Records shown Block Start
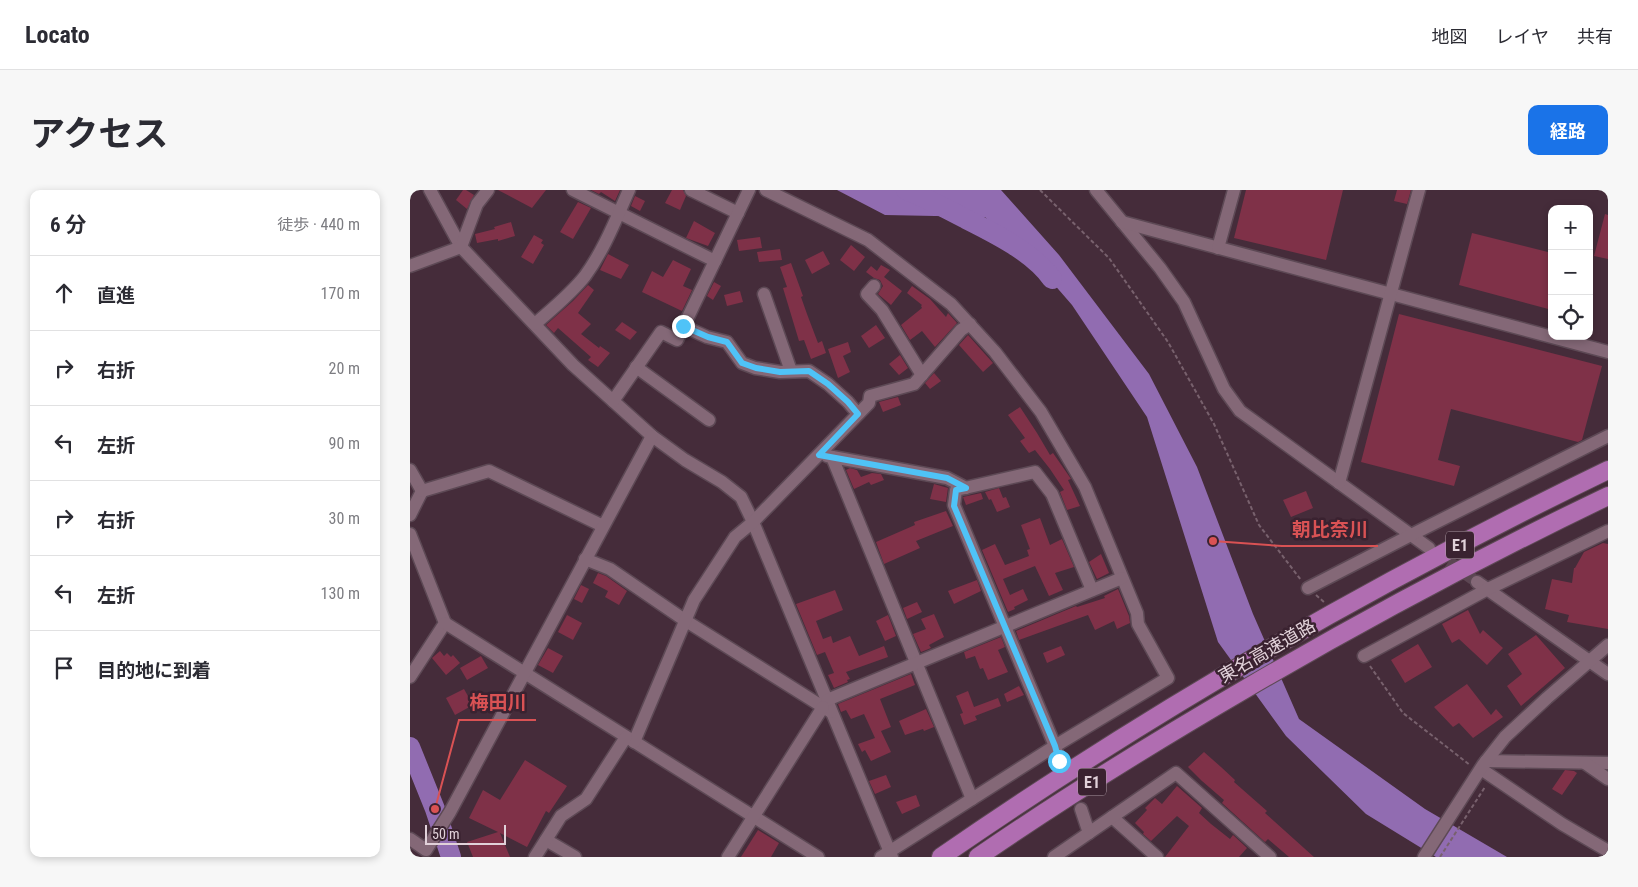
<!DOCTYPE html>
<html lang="ja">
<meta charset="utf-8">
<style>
:root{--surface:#fff;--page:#f7f7f7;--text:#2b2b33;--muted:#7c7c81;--line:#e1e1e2;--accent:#1a73e8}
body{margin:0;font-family:"Roboto Condensed","Noto Sans JP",sans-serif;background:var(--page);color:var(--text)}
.controls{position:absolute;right:15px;top:15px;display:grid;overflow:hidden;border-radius:10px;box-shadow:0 2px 8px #0003}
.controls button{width:45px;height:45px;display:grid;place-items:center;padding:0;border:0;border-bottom:1px solid var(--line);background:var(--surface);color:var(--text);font:25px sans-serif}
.scale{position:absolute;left:15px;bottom:12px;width:81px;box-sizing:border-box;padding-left:5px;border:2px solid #e1d1d9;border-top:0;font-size:14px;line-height:18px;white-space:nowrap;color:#e1d1d9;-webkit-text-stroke:4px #3a2230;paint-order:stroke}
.stop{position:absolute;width:15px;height:15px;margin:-11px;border:4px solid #4fc3f7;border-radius:50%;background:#fff}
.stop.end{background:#4fc3f7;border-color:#fff;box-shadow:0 1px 5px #0008}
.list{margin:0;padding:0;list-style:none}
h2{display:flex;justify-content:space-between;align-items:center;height:65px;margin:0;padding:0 20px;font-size:21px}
h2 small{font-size:16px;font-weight:400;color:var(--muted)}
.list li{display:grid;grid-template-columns:32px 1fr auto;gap:15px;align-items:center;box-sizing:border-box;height:75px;padding:0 20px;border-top:1px solid var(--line)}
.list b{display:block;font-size:19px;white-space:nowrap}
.list em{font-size:16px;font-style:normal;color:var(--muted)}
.icon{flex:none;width:28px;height:28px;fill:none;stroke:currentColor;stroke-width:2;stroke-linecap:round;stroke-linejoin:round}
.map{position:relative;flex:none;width:1198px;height:667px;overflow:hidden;border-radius:10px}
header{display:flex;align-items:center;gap:30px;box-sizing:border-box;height:70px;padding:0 25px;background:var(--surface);border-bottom:1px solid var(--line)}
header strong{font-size:24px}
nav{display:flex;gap:28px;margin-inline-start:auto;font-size:18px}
.intro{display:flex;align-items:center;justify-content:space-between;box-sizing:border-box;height:120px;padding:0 30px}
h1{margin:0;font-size:35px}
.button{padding:12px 22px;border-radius:10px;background:var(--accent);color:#fff;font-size:18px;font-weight:700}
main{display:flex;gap:30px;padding:0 30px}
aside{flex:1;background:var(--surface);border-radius:10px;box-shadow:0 2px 8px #0003}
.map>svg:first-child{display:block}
</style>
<header>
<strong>Locato</strong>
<nav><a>地図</a><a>レイヤ</a><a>共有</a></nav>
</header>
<div class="intro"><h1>アクセス</h1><a class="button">経路</a></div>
<main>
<aside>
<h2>6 分<small>徒歩 · 440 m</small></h2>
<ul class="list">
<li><svg class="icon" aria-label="ahead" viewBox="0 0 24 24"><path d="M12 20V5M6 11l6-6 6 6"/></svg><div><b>直進</b></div><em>170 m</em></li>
<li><svg class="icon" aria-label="right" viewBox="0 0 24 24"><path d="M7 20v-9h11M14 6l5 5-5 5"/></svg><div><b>右折</b></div><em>20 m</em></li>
<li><svg class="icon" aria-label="left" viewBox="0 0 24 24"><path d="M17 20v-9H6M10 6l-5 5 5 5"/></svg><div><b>左折</b></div><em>90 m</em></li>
<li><svg class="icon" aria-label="right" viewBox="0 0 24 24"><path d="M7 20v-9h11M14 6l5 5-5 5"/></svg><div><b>右折</b></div><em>30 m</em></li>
<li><svg class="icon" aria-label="left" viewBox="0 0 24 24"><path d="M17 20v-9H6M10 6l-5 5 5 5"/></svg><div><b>左折</b></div><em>130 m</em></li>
<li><svg class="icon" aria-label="arrive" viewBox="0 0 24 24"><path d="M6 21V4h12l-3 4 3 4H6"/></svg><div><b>目的地に到着</b></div></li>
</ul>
</aside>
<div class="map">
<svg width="1198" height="667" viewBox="0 0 1198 667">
<rect width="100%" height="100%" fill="#452c3a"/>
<!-- water -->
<path fill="#916cb1" d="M427,0H591L649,65L739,184L787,277L843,424L889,529L1015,619L1097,667H1026L956,624L876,546L808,452L737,227L662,115L623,70L575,27L475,25Z"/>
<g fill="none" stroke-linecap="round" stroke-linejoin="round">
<!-- river -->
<g stroke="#916cb1" stroke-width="20">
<path d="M496,0C516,8 535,18 554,28C584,43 623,62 642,89"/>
<path d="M0,557L25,619L41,667"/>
</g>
</g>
<!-- building -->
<g fill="#7f3148">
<path d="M53,0H56L64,5L57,19L46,10Z"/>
<path d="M88,0H136L122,18Z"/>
<path d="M181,0H210L205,11L191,2L189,4Z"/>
<path d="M262,0H273L276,6L270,20L255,13Z"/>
<path d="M836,0H933L916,70L824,48Z"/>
<path d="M987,0H1001L997,14L984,11Z"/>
<path d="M225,6L235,11L230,21L221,16Z"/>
<path d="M168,12L181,18L163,49L150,42Z"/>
<path d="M1195,24L1198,25V69L1184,66Z"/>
<path d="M284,31L305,43L298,56L276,48Z"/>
<path d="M101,32L105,46L88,51V49L67,53L65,44L85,39L84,37Z"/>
<path d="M1062,43L1142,63V120L1049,95Z"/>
<path d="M124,45L133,50L131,53L134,55L123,74L111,67Z"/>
<path d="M350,47L352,58L329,61L327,50Z"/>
<path d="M441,55L455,67L444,81L430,70Z"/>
<path d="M370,59L372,70L349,72L347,62Z"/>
<path d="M413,61L420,74L402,84L395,70Z"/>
<path d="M198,64L219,75L211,89L190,80Z"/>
<path d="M263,70L281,79L273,96L282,100L272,121L232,102L242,81L253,87Z"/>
<path d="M381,73L393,106L391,107L397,124L408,153L412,151L416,163L401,169L394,150L389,151L373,98L377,97L370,77Z"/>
<path d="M471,75L480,80L474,87L492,101L481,115L468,104L473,96L470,90L464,88L456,82L461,76L467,81Z"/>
<path d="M304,92L311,96L303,110L297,106Z"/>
<path d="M178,95L184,100L168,123L181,134L171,144L189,158L190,156L200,163L188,177L178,170L181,167L148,138L144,143L136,135L163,111Z"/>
<path d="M502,96L520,109L536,127L538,123L547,133L525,157L512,141L500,150L491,135L512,118L511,116L512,115L497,103Z"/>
<path d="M330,101L333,112L317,116L314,105Z"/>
<path d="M989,124L1192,176L1172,250L1168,252L1041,219L1028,270L1050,276L1044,296L951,272Z"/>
<path d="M212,132L227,142L220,150L205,140Z"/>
<path d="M466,135L475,148L459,158L451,146Z"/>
<path d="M558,145L583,173L573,182L549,155Z"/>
<path d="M438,152L441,162L433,166L440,182L428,188L418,159Z"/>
<path d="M490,165L498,178L489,185L479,174Z"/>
<path d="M524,183L531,191L520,199L515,193Z"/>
<path d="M488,207L491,215L473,222L469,212Z"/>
<path d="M610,217L627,243L640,265L643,263L659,286L661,289L658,290L670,316L657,320L650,302L654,300L640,279L625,260L619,263L610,251L615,248L598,225Z"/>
<path d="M440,278L447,280L451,287L462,283L471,284L474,290L461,295L459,292L444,299L436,280Z"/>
<path d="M524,294L538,298L536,312L520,309Z"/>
<path d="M589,298L593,308L596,307L600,317L587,322L581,309L579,310L575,302Z"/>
<path d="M896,301L903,318L881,327L873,310Z"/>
<path d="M571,303L573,309L556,315L553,307Z"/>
<path d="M536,321L543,336L506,351L510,358L474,374L466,352L505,335L504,332Z"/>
<path d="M630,328L640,355L652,349L664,377L645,383L653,400L639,406L625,376L593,389L600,405L613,399L618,410L604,417L605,419L598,422L572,360L585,354L595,375L619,366L617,360L620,359L611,335Z"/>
<path d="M1193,353L1198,354V439L1157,432L1159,425L1135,419L1142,389L1162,393L1164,378H1165L1174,362Z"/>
<path d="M691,364L699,383L687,389L679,372Z"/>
<path d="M188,383L196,386L217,401L209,415L195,407L198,401L183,393Z"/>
<path d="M567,390L571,401L544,414L538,401Z"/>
<path d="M171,395L179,399L172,413L164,409Z"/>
<path d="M708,399L719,426L720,433L707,439L704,431L685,440L678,425L609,450L606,441L666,416L667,417L695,408L694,406Z"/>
<path d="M425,400L433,420L406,431L413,449L421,446L423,453L440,446L449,466L474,456L478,467L436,482L440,489L437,490L438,492L424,498L418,485L424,483L415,462L407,465L386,414Z"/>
<path d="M507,412L512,422L497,429L493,418Z"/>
<path d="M1058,420L1070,444L1073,440L1093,458L1077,475L1049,449L1042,453L1032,434Z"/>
<path d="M524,424L534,447L519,455L521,458L511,462L503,444L516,439L511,429Z"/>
<path d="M157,425L172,433L163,450L148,442Z"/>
<path d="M478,425L486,446L475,451L466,431Z"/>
<path d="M1126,445L1155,478L1111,516L1097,496L1112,484L1098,464Z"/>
<path d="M591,447L595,457L588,460L598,482L578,490L573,478L570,479L565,466L556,469L554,462Z"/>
<path d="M1008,454L1022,477L995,493L981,470Z"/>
<path d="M651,456L655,465L637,473L633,463Z"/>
<path d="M138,458L153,466L143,483L128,475Z"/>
<path d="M30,461L34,466L37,463L41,467L43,465L50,473L36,485L22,468Z"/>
<path d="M71,466L78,478L57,490L50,478Z"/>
<path d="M501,484L505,495L470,509L481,537L471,541L481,562L461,571L455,560L452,562L448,554L465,548L454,524L441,529L436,520L431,522L428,514Z"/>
<path d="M1057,494L1081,525L1086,519L1093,527L1063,548L1049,533L1043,537L1024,517Z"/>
<path d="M609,496L614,505L597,512L594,504Z"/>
<path d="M54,499L63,515L45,525L36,508Z"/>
<path d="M558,501L564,517L588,508L591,516L565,526L567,530L554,535L550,524L553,523L546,506Z"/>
<path d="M516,519L524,537L514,541L513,539L495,545L489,531Z"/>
<path d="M794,562L811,577L825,590L824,592L857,621L855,623L904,667H879L858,649L855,652L812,613L814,610L792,591L778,577Z"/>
<path d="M115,570L157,596L139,623L136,621L117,657L90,643L100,667H63L57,652L88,642L59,628L73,600L90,610Z"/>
<path d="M1155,580L1164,581L1167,583L1152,605L1142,599Z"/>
<path d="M476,585L481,597L465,604L459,591Z"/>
<path d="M767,596L792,618L789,623L801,634L820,649L823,645L837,658L829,667H755L779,636L767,626L741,651L733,644L734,642L725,633L737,620L735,618L745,608L752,614Z"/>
<path d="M506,605L510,616L492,624L486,612Z"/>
<path d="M348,640L369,653L361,667H331Z"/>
</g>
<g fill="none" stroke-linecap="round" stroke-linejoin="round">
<!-- minor-tunnel -->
<path stroke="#5c4552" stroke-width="12" stroke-dasharray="12 6" stroke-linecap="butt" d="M1024,361L1067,392"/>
<defs>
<g id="minor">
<path d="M20,0L51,57L163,175L242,246L275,270L312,292L331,307L343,332L482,667"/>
<path d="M163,0L305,71"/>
<path d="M281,0L328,23"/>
<path d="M356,0L458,50L541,114L585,162L631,222L675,297L727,423L728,434L758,488L645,556L471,667"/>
<path d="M686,0L750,78L774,112L814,199L830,221L1019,358"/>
<path d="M712,32L1198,162"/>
<path d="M808,58L824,0"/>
<path d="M0,76L51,57L67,14L78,0"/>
<path d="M464,96L457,104L472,120L512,185"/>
<path d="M354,104L381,181"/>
<path d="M125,134C142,119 161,104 175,86C194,60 206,29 219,0"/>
<path d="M273,136L297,147L317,152L332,173L345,178L370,182L399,181L418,194L438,212L448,224"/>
<path d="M226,177L299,230"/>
<path d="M203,211L251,142L267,150L339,0"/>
<path d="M417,266L537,288L556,298"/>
<path d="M422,267L562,609"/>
<path d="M0,280L12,301L0,325"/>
<path d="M929,293L1009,0"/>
<path d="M12,301L79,281L193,336"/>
<path d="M0,344L35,433L0,487"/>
<path d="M175,369L200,379L276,431L421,522"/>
<path d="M1067,392L1198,484"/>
<path d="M898,398L1001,345L1198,246"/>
<path d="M35,433L408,667"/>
<path d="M954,466L1078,399L1198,341"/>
<path d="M417,510L712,388"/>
<path d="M224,552L284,410L325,347L343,332L459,213L460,206L504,194L551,140L560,134"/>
<path d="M649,571L645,556L544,315L546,300L625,282L642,304L682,400"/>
<path d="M1076,571L1198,573"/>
<path d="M1175,573L1198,589"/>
<path d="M1071,579L1152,634L1198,661"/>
<path d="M671,619L679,643"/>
<path d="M702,627L747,667"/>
<path d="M0,649L16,660L40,622L242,246"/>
<path d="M136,650L165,667"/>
<path d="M125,667L151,626L176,609L216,547"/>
<path d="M318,667L413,517"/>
<path d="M644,667L766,583L860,667"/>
<path d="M1014,667L1073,575L1095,547L1137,508L1198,455"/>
</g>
<g id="highway">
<path d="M531,667C742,521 966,392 1198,280"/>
<path d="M568,667C655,607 746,551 837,498C955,429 1075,365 1198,306"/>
</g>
</defs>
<!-- minor casing -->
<use href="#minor" stroke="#5d4955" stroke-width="15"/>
<!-- highway casing -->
<use href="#highway" stroke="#5d4955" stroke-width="20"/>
<!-- path -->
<g stroke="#78616d" stroke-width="2" stroke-dasharray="4 2.5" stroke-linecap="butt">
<path d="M630,0L699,68L758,152L804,234L849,335L891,390"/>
<path d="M906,405L914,412"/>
<path d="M960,476L993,523L1060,575"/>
<path d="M1030,667L1075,597"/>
</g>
<!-- minor -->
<use href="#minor" stroke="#846877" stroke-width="12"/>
<!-- highway -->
<use href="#highway" stroke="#b06db1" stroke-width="18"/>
</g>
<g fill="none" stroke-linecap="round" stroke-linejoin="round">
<!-- route -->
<path stroke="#4fc3f7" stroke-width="6" d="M273,136L298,147L317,152L332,173L346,178L370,182L399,181L418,194L438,212L448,224L409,265L537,288L556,298L546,300L544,316L645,556L649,571"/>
</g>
<g text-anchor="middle" stroke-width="5" stroke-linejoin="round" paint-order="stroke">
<!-- shield labels -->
<g fill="#3a2230" stroke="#af9ca6" stroke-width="1">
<rect x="1036" y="341.5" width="28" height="27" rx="4"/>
<rect x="668" y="578.5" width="28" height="27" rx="4"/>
</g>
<g font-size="16" font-weight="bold" fill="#e1d1d9">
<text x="1050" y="361">E1</text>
<text x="682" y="598">E1</text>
</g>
<!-- street labels -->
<g font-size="18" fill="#e1d1d9" stroke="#3a2230">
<text transform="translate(857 461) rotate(-30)" y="6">東名高速道路</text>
</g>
</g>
<!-- callouts -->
<path fill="none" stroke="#d95254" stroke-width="2" d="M803 351L872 356H968M25 619L49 530H126"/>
<g fill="#d95254" stroke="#3a2230" stroke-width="2">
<circle cx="803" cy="351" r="5"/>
<circle cx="25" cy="619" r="5"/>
</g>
<g font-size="19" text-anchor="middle" font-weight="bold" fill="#d95254" stroke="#3a2230" stroke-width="5" stroke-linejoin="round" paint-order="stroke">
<text x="920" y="346">朝比奈川</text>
<text x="88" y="519">梅田川</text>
</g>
</svg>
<div class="controls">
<button>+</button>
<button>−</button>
<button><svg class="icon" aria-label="locate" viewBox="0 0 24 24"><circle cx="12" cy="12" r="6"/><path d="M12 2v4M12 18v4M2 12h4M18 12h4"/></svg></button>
</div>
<div class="scale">50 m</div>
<div class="stop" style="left:649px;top:571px"></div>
<div class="stop end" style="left:273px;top:136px"></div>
</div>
</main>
Records shown Block End
■ Exercise details:
All lines from the one that has "<button>−</button>" through the end of the material above should be returned exactly; omit the rest.

■ Output below:
<button>−</button>
<button><svg class="icon" aria-label="locate" viewBox="0 0 24 24"><circle cx="12" cy="12" r="6"/><path d="M12 2v4M12 18v4M2 12h4M18 12h4"/></svg></button>
</div>
<div class="scale">50 m</div>
<div class="stop" style="left:649px;top:571px"></div>
<div class="stop end" style="left:273px;top:136px"></div>
</div>
</main>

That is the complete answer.